## Assignment
Every line that contains "lineWidth" must be located and copied from the data.

## Information
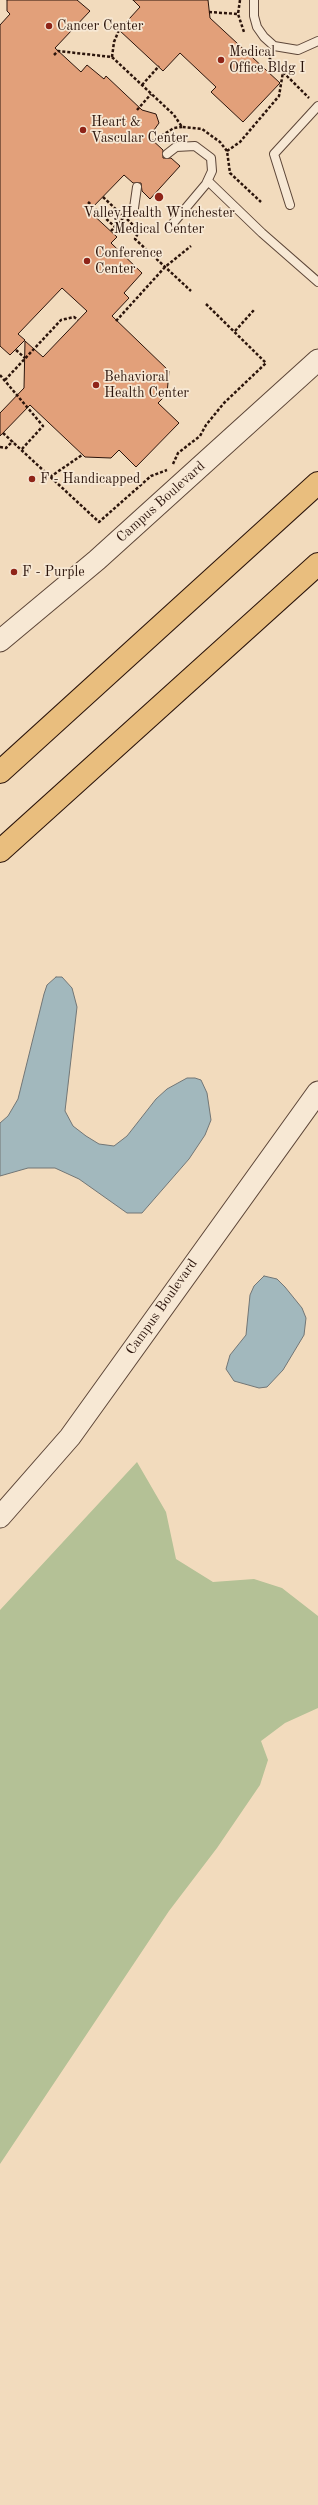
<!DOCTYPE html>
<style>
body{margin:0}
canvas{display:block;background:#f2dbbd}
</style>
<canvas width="318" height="2505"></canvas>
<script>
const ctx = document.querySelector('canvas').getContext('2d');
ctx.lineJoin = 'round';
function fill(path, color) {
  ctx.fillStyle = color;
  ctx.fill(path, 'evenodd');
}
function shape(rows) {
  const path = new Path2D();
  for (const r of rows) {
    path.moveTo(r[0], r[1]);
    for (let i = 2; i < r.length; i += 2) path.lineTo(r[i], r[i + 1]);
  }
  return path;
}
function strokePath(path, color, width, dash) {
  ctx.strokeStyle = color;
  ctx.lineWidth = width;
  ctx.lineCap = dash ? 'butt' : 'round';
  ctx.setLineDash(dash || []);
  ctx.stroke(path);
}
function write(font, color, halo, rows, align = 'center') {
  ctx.font = font + ' "Old Standard TT",serif';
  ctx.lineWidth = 3.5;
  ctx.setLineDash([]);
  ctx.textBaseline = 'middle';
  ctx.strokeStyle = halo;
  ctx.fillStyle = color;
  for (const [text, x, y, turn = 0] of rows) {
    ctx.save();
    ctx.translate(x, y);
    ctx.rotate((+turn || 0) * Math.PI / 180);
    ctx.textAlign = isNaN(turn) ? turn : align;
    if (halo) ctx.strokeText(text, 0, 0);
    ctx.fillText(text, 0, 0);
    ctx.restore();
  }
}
fill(shape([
 [137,1462,166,1512,176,1559,213,1582,254,1579,282,1588,318,1616,318,1708,285,1723,261,1741,268,1760,260,1785,217,1848,169,1911,0,2164,0,1610]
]), '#b4c196');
const water = shape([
 [56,977,62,977,72,988,77,1007,65,1111,73,1126,86,1136,99,1144,114,1146,127,1136,156,1099,167,1089,187,1078,195,1078,201,1080,207,1093,211,1120,205,1135,189,1159,142,1213,127,1213,79,1179,55,1168,28,1168,0,1176,0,1123,8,1116,18,1099,44,994,47,985,56,977],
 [264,1276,277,1279,285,1287,302,1308,306,1318,304,1335,283,1370,267,1387,259,1388,234,1381,226,1369,230,1355,246,1335,250,1295,254,1286,264,1276]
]);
fill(water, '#a2b8bd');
strokePath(water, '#727676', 1);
const building = shape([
 [7,0,77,0,90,11,55,48,81,72,87,65,104,79,106,76,142,110,156,114,159,123,149,137,163,150,163,158,171,158,180,166,150,199,142,191,141,183,133,183,124,175,89,211,117,237,111,243,142,273,124,293,129,298,112,316,169,371,167,394,158,403,179,423,136,467,119,450,111,458,85,457,30,405,0,436,0,413,24,388,25,341,43,357,87,311,62,288,18,334,25,340,10,355,0,346,0,25,10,14,7,11,7,0],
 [133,0,208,0,210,18,280,83,243,122,211,92,216,87,180,53,163,71,119,30,140,7,133,0]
]);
fill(building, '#e2a07a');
strokePath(building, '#2b140b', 1);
const service = shape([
 [254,0,254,16,257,27,264,37,274,46,298,50,318,41],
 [167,154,176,147,195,146,211,158,212,171,206,184,169,228],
 [208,181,262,233,318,282],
 [290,205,274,154,318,106],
 [134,208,137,187]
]);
const tertiary = shape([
 [0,641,97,560,318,360],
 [0,1517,70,1437,318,1092]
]);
const motorway = shape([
 [0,772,318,483],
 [0,851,318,564]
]);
strokePath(service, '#5d4638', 10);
strokePath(tertiary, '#5d4638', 23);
strokePath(motorway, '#2b140b', 24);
strokePath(shape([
 [240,0,238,14,244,32],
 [209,12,238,14],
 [54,55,58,51,112,57,174,115,182,127,202,129,220,142,227,151,230,173,261,202],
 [112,57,114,42,119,30],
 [269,58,309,98],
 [142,85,159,66],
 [137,110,151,94],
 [153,141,174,128,182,127],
 [227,151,240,142,279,96,283,72],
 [103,197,123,216],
 [88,202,115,227],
 [127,219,139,231,135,239,191,291],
 [111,231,124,217],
 [116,321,165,267,191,246],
 [235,331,254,310],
 [16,350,25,358],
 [0,375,43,426,22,449],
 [5,380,61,320,74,317,78,320],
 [3,433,99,522,151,476,167,470],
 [0,447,6,448,13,441],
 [173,464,178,453,200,436,206,425,224,403,266,363,205,303],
 [50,477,82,455]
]), '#2b140b', 2.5, [3, 2]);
strokePath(service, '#f7e8d4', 8);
strokePath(tertiary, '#f7e8d4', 21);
strokePath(motorway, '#e9be7e', 22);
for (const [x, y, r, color] of [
 [49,26,4,"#8f2418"],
 [221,60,4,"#8f2418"],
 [83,130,4,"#8f2418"],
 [159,197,5,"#8f2418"],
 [87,261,4,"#8f2418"],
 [96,385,4,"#8f2418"],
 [32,479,4,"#8f2418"],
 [14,572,4,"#8f2418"]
]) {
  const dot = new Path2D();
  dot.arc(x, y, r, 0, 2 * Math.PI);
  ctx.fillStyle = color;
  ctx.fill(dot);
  strokePath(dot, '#f7e8d4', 1.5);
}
write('14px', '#2b140b', '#f7e8d4', [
 ["Cancer Center",57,26],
 ["Medical",229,52],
 ["Office Bldg I",229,68],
 ["Heart &",91,122],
 ["Vascular Center",91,138],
 ["ValleyHealth Winchester",159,213,"center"],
 ["Medical Center",159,229,"center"],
 ["Conference",95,253],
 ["Center",95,269],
 ["Behavioral",104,377],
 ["Health Center",104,393],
 ["F - Handicapped",40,479],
 ["F - Purple",22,572]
], 'left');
write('14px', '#2b140b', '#f7e8d4', [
 ["Campus Boulevard",161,502,-42],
 ["Campus Boulevard",162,1307,-55]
]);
</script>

## Result for this exercise
  ctx.lineWidth = width;
  ctx.lineWidth = 3.5;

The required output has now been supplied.